Let’s say I want to find the names of countries that start and finish with a.

print( re.search( r"A.*a", "Argentina"))
# Returns match Argentina

print( re.search( r"A.*a", "Azerbaijan"))
# returns a match Azerbaija, not what we want.

# To make our seach stricter

print( re.search( r"^A.*a$", "Azerbaijan"))
# returns None

To build a pattern to search for valid variable names.

# This will be a serach pattern for a complete line.
pattern = r"
# We want the first character to be a word character
pattern = r"^[a-zA-Z_]
# We want the remainder (to the end) of the string to be a non space character, that is a word character.
pattern = r"^[a-zA-Z_][a-zA-Z0-9]*$"

The pattern above can be used to check for valid variable names.

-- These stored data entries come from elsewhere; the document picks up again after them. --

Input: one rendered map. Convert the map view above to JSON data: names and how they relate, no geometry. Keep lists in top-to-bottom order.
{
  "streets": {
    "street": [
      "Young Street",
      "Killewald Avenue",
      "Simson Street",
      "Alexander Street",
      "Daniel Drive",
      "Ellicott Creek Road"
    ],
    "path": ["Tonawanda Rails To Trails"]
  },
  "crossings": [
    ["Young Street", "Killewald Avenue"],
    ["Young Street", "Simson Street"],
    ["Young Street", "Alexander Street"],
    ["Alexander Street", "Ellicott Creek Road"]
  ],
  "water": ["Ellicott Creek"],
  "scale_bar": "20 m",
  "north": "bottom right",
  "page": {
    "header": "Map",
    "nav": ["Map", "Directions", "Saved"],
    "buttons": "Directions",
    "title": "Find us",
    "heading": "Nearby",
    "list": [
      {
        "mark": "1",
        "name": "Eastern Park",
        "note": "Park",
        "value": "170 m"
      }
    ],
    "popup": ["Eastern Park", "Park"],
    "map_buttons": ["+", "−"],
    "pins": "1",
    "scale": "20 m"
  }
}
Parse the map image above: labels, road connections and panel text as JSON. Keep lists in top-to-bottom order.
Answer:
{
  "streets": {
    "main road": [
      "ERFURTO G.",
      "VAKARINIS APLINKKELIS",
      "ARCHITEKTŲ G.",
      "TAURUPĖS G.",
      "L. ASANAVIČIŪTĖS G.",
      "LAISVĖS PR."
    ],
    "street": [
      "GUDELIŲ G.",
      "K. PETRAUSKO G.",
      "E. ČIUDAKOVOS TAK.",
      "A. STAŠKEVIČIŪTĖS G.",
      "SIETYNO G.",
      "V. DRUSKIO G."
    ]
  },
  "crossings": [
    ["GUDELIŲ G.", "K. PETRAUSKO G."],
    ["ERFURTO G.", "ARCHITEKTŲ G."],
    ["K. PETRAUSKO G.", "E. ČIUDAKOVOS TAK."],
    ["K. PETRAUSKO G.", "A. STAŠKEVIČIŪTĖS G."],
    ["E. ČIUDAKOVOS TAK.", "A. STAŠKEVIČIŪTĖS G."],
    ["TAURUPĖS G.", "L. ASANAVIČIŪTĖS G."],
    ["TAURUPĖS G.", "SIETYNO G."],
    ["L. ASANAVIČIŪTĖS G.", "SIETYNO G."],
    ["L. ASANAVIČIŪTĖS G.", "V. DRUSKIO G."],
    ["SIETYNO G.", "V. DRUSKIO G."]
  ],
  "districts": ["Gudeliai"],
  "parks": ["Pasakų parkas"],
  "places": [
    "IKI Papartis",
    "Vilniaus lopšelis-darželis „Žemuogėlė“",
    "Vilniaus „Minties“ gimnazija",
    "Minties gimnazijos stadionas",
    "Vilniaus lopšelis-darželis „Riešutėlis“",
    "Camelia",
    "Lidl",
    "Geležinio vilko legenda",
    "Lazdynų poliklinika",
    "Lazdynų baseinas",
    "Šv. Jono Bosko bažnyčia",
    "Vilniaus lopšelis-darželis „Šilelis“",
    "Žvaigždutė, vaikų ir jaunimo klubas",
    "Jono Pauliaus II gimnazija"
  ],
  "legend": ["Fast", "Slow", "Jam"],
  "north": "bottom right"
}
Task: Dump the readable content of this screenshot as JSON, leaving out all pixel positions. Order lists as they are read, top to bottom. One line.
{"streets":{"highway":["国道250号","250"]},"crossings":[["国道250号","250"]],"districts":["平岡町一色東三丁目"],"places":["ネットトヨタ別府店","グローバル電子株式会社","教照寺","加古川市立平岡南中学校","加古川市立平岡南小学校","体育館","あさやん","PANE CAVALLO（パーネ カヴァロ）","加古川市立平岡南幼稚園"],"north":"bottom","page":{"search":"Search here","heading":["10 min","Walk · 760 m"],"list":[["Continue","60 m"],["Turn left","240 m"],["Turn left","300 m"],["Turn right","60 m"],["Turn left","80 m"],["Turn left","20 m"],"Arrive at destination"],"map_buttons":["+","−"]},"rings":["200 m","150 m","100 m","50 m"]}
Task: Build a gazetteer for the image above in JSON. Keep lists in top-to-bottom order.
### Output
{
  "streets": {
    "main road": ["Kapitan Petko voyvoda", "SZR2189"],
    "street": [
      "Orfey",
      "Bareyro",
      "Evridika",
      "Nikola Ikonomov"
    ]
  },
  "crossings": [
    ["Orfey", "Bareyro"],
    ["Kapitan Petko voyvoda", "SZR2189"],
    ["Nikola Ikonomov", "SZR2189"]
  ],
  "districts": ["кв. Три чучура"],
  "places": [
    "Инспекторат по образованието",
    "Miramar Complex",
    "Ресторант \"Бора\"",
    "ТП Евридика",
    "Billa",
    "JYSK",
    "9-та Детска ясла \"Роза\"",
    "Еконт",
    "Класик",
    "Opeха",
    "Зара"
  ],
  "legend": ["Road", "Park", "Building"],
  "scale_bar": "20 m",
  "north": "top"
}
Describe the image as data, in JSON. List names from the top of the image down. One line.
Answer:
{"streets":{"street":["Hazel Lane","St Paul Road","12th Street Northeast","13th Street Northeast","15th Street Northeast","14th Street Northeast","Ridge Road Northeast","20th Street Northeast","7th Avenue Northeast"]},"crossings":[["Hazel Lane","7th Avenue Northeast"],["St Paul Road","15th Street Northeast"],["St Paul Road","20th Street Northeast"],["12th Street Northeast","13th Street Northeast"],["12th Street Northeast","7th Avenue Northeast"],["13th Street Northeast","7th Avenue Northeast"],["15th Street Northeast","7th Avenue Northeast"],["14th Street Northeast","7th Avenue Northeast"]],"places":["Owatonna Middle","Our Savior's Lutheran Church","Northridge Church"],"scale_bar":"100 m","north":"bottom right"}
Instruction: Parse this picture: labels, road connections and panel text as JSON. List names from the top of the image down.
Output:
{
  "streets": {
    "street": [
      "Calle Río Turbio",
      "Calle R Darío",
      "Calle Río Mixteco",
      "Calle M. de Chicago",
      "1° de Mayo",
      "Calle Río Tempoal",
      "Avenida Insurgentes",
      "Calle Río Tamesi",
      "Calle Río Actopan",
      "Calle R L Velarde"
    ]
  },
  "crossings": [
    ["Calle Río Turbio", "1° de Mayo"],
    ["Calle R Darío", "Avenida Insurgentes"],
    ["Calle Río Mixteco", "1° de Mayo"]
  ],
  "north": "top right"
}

print( re.search( pattern, "_this_is_a_valid_varialbe_name"))
# Returns a match

print( re.search( pattern, "this is not a valid variable name"))
# returns None

print( re.search( pattern, "2This_is_not_valid"))
# returns None
# The first character has to be a letter or an underscore, and not a number.

What about to check if a string is a complete sentence? It starts with an uppercase letter, followed by at least some lowercase letters or a space, and ends with a period, question mark, or exclamation point.

result = re.search(r"^[A-Z][a-z ]+[.?!]$", text)

More to follow. These are my notes from the first module of week three of the Coursera Using Python to interact with the Operating System course.